St. Anthony Messenger

Rediscovering Catholic Traditions: Holy Water

statue of a hand and water

The ancients said everything was composed of four elements: earth, air, fire, and water. Jesus used all these elements as tools for teaching and miracle-making, but water is a clear favorite. Foot-washing (I’ve heard rumors) was once part of sacramental ritual, and Baptism is the first and most universal sacrament, with some faith traditions being especially dramatic and generous with this precious, elemental fluid.

How physically and poetically proper! We gestate in the waters of our mother’s wombs. Our bodies are so moisture-driven that, deprived water, we shrivel and die.

Fountains, Little and Large

But no one would drink from a holy-water font, would they? This may be a trick question for those less familiar with the holy-water receptacles strategically hung near every Catholic classroom door in my youth. I saw it as spiritual largesse to have a container holding blessed water hanging near my bedroom doorway so that I could bless myself coming and going. I judged the “holiest” water to be that blessed at the Easter Vigil. It was the next best thing to living in church, I thought. Now, I know I was living in the domestic Church!

In Israel, my husband and I felt moved to buy a mezuzah, an ornate case containing two passages from the Book of Deuteronomy. These verses encourage the posting of the Great Commandments in one’s doorway (and one’s heart). Then I received a holy-water font as a gift.

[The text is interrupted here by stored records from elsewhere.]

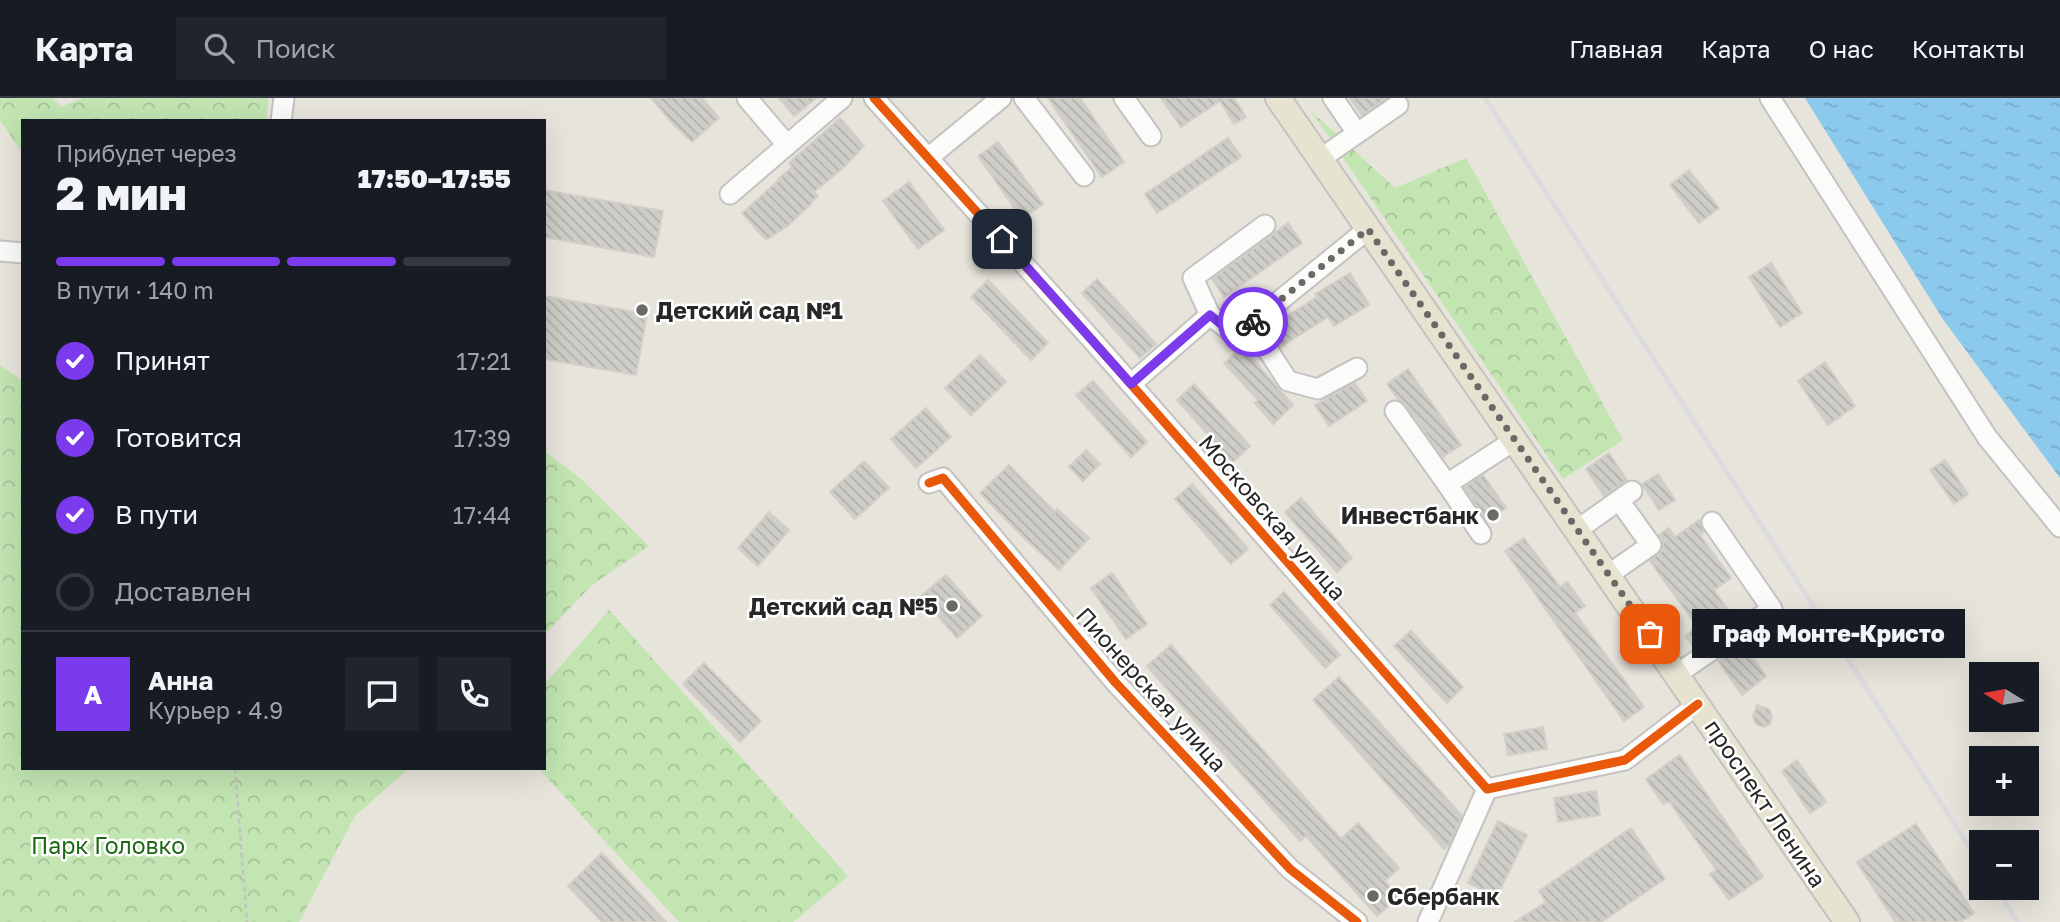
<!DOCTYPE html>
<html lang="ru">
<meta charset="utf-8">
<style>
body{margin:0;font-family:"Golos Text",sans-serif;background:#20242c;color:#f1f3f6;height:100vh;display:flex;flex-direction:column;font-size:26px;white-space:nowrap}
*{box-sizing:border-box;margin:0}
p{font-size:23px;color:#9ea1a6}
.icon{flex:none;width:38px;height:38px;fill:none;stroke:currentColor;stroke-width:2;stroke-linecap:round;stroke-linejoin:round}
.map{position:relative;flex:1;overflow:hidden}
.details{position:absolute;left:21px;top:21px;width:525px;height:651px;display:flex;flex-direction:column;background:#171b24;border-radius:0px;box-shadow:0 7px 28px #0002}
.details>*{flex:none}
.needle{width:46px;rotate:281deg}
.tools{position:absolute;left:1969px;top:564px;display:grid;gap:14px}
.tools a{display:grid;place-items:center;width:70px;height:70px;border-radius:0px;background:#171b24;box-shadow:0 7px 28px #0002;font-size:35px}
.pin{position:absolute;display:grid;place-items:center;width:60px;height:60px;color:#fff;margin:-30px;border-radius:14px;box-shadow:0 4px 10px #0006}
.courier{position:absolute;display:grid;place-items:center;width:70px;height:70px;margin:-35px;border:5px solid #7c3aed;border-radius:50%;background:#fff;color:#222;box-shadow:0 2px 9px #0007}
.bubble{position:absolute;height:49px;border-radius:0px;background:#171b24;box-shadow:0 7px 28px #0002;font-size:23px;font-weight:800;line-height:49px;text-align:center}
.summary em{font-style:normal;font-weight:800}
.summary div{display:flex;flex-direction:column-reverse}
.summary{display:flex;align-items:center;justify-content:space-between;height:119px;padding:0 35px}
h1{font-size:46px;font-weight:800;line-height:52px}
.bar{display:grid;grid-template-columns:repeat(4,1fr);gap:10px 7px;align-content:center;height:84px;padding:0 35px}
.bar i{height:9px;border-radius:5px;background:#363941}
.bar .current{background:#7c3aed}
.bar p{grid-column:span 4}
.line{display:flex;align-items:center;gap:18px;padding:0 35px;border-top:2px solid #363941}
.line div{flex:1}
.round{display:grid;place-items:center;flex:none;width:74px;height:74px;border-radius:0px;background:#20242c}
ol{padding:0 35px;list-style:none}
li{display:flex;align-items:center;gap:21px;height:77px}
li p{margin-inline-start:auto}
li .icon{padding:7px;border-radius:50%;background:#7c3aed;color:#fff;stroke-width:4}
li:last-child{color:#9ea1a6}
li i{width:38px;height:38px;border:4px solid #363941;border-radius:50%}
header{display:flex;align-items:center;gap:42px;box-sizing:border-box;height:98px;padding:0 35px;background:#171b24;border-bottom:2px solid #363941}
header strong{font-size:33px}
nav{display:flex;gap:38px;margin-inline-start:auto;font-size:24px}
.search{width:490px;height:63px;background:#20242c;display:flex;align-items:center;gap:18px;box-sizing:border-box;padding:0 24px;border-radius:0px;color:#9ea1a6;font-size:26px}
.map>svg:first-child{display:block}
</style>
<header>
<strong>Карта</strong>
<div class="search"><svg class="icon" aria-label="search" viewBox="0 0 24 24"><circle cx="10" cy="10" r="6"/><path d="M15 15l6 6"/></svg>Поиск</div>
<nav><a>Главная</a><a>Карта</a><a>О нас</a><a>Контакты</a></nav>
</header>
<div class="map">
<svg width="2060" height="824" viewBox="0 0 2060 824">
<defs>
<pattern id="forest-crowns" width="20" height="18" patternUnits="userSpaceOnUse" patternTransform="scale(1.75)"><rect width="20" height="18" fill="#c2e5b2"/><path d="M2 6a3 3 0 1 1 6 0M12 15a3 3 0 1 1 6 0" fill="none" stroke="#a7c499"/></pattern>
<pattern id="water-ripples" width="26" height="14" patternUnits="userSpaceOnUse" patternTransform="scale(1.75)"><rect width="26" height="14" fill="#8bc9ed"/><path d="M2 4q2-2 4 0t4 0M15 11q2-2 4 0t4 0" fill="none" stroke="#78adcb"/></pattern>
<pattern id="building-back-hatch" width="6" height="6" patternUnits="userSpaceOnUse" patternTransform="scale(1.75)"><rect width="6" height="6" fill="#cfcdc8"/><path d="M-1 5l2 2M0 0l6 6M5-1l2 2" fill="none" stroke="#b2b0ac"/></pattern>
</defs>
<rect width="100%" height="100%" fill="#e7e4dc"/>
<g fill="url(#forest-crowns)">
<polygon points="0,0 53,0 61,9 83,0 268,0 267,23 23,23 23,56 0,22"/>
<polygon points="1311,13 1395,90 1466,60 1623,342 1563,381"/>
<polygon points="0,267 23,283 23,670 409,670 355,718 299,824 0,824"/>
<polygon points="544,353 580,380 649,448 592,487 544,537"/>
<polygon points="609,512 848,778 793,824 679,824 538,670 544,670 544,587"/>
</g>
<polygon fill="url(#water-ripples)" points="1805,0 2060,0 2060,380 1942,220"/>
<g fill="url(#building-back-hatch)" stroke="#d2cfc8" stroke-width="2">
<polygon points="651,0 702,0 719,20 692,44 672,25"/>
<polygon points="779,0 816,0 794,18"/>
<polygon points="1048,0 1080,0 1124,64 1102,79"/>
<polygon points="1161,0 1234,0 1246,19 1234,26 1220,3 1181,29"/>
<polygon points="1350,0 1387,0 1362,17"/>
<polygon points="840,20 864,48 845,68 814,94 818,98 811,104 812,105 789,127 766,142 742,115 779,82 778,81 792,69 789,65"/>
<polygon points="1228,40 1241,59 1157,115 1145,96"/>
<polygon points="998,44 1043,106 1022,121 978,58"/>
<polygon points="1689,72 1719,110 1699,125 1670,87"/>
<polygon points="909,84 944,132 918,151 883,103"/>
<polygon points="544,92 663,113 654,159 544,139"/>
<polygon points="1288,125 1302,145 1224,199 1212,181"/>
<polygon points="1771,165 1802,215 1780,229 1749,179"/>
<polygon points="1350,175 1369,207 1334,228 1328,219 1281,249 1268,230 1317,199 1315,196"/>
<polygon points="1097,181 1156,246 1140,260 1082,195"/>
<polygon points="988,182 1048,245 1031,262 971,199"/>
<polygon points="544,198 647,216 636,277 544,261"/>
<polygon points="1242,249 1293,307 1273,326 1255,305 1258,302 1224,265"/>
<polygon points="980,257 1006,284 971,317 945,290"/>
<polygon points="1825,264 1855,308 1828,327 1798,283"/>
<polygon points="1408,271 1461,347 1443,359 1405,306 1398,301 1387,286"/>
<polygon points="1093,283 1147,344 1131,359 1076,297"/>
<polygon points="1355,285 1367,303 1329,328 1315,307"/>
<polygon points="1194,286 1250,348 1233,364 1177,302"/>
<polygon points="926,310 951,339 916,370 891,341"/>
<polygon points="1086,352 1100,366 1083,383 1069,369"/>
<polygon points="1609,355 1627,382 1604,398 1586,371"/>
<polygon points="1945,362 1968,396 1954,406 1930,372"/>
<polygon points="864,363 889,390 855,421 830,394"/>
<polygon points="1009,367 1055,414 1057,411 1089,440 1059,472 1020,436 980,395"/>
<polygon points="1658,376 1675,402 1659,412 1642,386"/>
<polygon points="1483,377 1506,410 1487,423 1464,389"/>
<polygon points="1192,386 1248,451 1231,466 1175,401"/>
<polygon points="1301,400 1352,460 1337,474 1285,414"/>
<polygon points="769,414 789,432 758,468 738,450"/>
<polygon points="1699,422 1704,434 1700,437 1731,480 1714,492 1735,522 1694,550 1685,538 1697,529 1650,463 1662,452 1663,445 1659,437 1669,430 1675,439"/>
<polygon points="1524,440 1560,489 1567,484 1585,508 1575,515 1644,609 1624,623 1505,453"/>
<polygon points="1112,475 1147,526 1126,541 1091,490"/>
<polygon points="946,477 982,518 957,540 921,498"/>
<polygon points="1284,494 1340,557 1325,570 1270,507"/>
<polygon points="1411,533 1463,589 1447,605 1394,548"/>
<polygon points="1743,546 1766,578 1742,597 1718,563"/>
<polygon points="1171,547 1341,741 1358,725 1399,770 1385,783 1399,799 1377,818 1306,738 1300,743 1147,568"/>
<polygon points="704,565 761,623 740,644 683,586"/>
<polygon points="1339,579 1462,718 1449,747 1444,751 1313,602"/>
<polygon points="1757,607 1769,611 1772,618 1770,626 1763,629 1756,626 1753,619"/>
<polygon points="1543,629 1547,651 1508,657 1504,636"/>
<polygon points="1680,657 1763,779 1729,802 1710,776 1716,772 1670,704 1663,706 1646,681"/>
<polygon points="1797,662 1826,704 1810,715 1782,673"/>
<polygon points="1596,693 1600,717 1558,724 1554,700"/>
<polygon points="1498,723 1527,737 1497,798 1468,785"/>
<polygon points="1916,726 1974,815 1961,824 1895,824 1857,764"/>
<polygon points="1631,730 1665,781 1601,824 1515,824 1546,804 1539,793"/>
<polygon points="602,755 666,824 602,824 568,788"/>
</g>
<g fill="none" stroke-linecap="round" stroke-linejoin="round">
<defs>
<g id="minor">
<polyline points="747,0 787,47"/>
<polyline points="874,0 1093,243 1487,691 1625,662 1698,606"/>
<polyline points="1024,0 1084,78"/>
<polyline points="1124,0 1151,38"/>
<polyline points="1333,0 1357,35"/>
<polyline points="1770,0 1987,339 2060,429"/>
<polyline points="281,23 284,0"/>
<polyline points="928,60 1001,0"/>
<polyline points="1320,61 1398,7"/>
<polyline points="730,96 842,0"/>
<polyline points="0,153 23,155"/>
<polyline points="1210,217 1229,232 1251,226 1368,131"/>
<polyline points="1251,226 1288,283 1318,291 1357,270"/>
<polyline points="1131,286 1210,217 1193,180 1265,127"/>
<polyline points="1395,313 1447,386 1515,342"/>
<polyline points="929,385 943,380 1115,584 1290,771 1357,824"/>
<polyline points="1447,386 1481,436"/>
<polyline points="1577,432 1632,393"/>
<polyline points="1608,477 1651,447 1626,412"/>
<polyline points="1677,576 1772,511 1712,424"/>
<polyline points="1428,824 1487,691"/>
</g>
<polyline id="major" points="1278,0 1847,824"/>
</defs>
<use href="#minor" stroke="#c4c3c2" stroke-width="23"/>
<use href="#major" stroke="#c3c2bf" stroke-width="28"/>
<polyline stroke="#c4c3c2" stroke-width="2.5" stroke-dasharray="5 3.5" stroke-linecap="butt" points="235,670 247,824"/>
<use href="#minor" stroke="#fbfbfa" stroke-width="19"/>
<use href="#major" stroke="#e6e3d1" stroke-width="24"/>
<g stroke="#dcdcde" stroke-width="5">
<polyline points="1485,0 1981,767"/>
<polyline points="1995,789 2018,824"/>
</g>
<defs>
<g id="cycleway">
<polyline points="874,0 1093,243 1487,691 1625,662 1698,606"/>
<polyline points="929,385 943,380 1115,584 1290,771 1357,824"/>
</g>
</defs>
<use href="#cycleway" stroke="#fff" stroke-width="13"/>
<use href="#cycleway" stroke="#e8590c" stroke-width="9"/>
</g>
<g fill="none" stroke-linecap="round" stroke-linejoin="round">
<polyline stroke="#6a6966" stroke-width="7" stroke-dasharray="0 12.6" points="1253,224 1368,131 1650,536"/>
<polyline stroke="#7c3aed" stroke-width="9" points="1002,141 1131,286 1210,217 1228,232 1253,224"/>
</g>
<g fill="#6a6966" stroke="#fff" stroke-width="2.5">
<circle cx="642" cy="212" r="7"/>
<circle cx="1493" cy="417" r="7"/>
<circle cx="952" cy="508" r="7"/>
<circle cx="1373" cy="798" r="7"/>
</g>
<g text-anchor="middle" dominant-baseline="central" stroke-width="5" stroke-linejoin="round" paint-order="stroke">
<g font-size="23" font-weight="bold" fill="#272727" stroke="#fff" text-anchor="start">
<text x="656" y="212">Детский сад №1</text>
<text x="1479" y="417" text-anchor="end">Инвестбанк</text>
<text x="938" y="508" text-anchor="end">Детский сад №5</text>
<text x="1387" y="798">Сбербанк</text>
</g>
<g font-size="23" fill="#272727" stroke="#fff">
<text transform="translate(1273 419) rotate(49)">Московская улица</text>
<text transform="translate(1152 591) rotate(48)">Пионерская улица</text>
<text transform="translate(1766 705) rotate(56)">проспект Ленина</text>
</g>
<g font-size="23" fill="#1d6715" stroke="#fff">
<text x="108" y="747">Парк Головко</text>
</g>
</g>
</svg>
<div class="tools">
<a><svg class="needle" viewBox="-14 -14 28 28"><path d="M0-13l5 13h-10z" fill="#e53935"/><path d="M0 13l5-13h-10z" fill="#9ea1a6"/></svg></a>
<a>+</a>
<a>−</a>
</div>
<div class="pin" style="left:1650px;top:536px;background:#ea580c"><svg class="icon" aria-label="bag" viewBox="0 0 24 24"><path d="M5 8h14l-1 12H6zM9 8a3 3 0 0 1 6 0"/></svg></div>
<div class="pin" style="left:1002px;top:141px;background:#1f2937"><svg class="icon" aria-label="home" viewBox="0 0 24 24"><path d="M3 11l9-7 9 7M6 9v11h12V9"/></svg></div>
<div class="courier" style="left:1253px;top:224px"><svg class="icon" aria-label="bike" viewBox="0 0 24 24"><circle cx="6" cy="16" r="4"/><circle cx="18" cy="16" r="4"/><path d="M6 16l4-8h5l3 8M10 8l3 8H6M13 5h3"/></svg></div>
<div class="bubble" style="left:1692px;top:511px;width:273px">Граф Монте-Кристо</div>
<section class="details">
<div class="summary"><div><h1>2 мин</h1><p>Прибудет через</p></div><em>17:50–17:55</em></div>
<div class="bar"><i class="current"></i><i class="current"></i><i class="current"></i><i></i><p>В пути · 140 m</p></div>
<ol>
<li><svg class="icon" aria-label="check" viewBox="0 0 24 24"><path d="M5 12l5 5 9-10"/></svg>Принят<p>17:21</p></li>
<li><svg class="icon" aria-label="check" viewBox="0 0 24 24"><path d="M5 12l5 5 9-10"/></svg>Готовится<p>17:39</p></li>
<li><svg class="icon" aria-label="check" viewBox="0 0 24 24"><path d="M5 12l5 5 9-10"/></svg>В пути<p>17:44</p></li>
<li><i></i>Доставлен</li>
</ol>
<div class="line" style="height:126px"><b class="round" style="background:#7c3aed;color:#fff">А</b><div><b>Анна</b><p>Курьер · 4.9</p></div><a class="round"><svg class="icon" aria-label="chat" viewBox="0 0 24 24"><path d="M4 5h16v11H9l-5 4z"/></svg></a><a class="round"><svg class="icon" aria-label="phone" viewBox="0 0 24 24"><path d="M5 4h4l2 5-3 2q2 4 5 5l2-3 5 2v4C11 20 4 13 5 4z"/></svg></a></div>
</section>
</div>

The combination makes for a complex entry ritual, first touching the mezuzah to express delight in God’s law, then blessing oneself with holy water to recall Baptism!

In our small parish church, the baptismal font is well placed at the main entrance and its waters always seem fresh and inviting. I love to see the children on tiptoe, reaching up in order to bless themselves. This ample supply offers a much clearer suggestion of the living water the Samaritan woman found so desirable (see John 4:4-42).

All Water Holy

As the years pass, my experience of water has widened and deepened. I’ve been seasick. I’ve gone singing (or sighing) in the rain. I’ve sorely missed indoor plumbing, lamented dripping faucets, watered beloved roses, filled the birdbath and dutifully drunk eight glasses a day. I’ve experienced drought and surfeit. On the whole, I’ve given thanks.

In The Dream of the Earth, Father Thomas Berry writes of disruptions to the planet, including water, its major ingredient: “If the water is polluted, it can neither be drunk nor used for Baptism. Both in its physical reality and in its psychic symbolism, it is a source not of life, but of death.”

This contemporary thinker reinforces what I know from Scripture: Water has power, water is central to our well-being. From the second verse of Genesis to the final chapter of Revelation, the Spirit of God moves over the waters. I am called to keep the water pure and honor it as holy.

The Church’s uses of water are a worthy response to a most excellent gift. A little font can hardly bear the weight of so much meaning. Yet just one drop is added to the wine of Eucharist to represent all who share in the mystery. I thirst for blessing and it comes in torrents.


Holy Water

Using holy water recalls for us the Sacrament of Baptism and our rebirth through it to new life in Christ. Some new or recently renovated churches have located the baptistery at the entrance to the nave, the main part of the building, and use the baptismal font as the place from which worshipers take holy water to bless themselves on entering the church.

Churches, rooms within a house and people are all blessed with holy water as a sign of God’s generous love. Among many Irish people, the head of the household uses holy water to bless family members who are about to undertake a journey.